Look through the entries below and return all lines including the word "Knöll".

[Saved data entries]
■ ■ ■ ■

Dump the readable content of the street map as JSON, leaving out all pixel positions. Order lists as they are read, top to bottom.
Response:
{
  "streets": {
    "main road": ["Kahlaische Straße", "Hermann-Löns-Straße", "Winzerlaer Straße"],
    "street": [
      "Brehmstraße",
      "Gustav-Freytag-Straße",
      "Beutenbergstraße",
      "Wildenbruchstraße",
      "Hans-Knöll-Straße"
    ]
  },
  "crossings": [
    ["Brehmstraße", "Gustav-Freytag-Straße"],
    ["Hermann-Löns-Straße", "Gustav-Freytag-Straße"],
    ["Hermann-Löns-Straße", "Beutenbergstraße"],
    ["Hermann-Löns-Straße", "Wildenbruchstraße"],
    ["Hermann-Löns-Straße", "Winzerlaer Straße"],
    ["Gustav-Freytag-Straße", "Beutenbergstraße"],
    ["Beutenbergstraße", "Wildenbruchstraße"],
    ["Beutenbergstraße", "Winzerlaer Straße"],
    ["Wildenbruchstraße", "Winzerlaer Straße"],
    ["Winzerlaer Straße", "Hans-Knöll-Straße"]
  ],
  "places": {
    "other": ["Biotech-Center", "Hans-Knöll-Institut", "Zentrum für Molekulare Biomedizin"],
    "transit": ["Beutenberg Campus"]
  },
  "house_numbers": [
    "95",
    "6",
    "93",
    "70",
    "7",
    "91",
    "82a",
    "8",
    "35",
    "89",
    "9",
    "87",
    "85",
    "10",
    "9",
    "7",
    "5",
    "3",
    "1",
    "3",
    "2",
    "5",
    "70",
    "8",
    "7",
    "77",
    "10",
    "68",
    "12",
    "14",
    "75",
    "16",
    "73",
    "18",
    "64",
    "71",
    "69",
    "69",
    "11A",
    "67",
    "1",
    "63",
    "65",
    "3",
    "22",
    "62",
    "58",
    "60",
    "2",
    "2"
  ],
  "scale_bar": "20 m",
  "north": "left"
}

■ ■ ■ ■

» EXPECTED ANSWER:
      "Hans-Knöll-Straße"
    ["Winzerlaer Straße", "Hans-Knöll-Straße"]
    "other": ["Biotech-Center", "Hans-Knöll-Institut", "Zentrum für Molekulare Biomedizin"],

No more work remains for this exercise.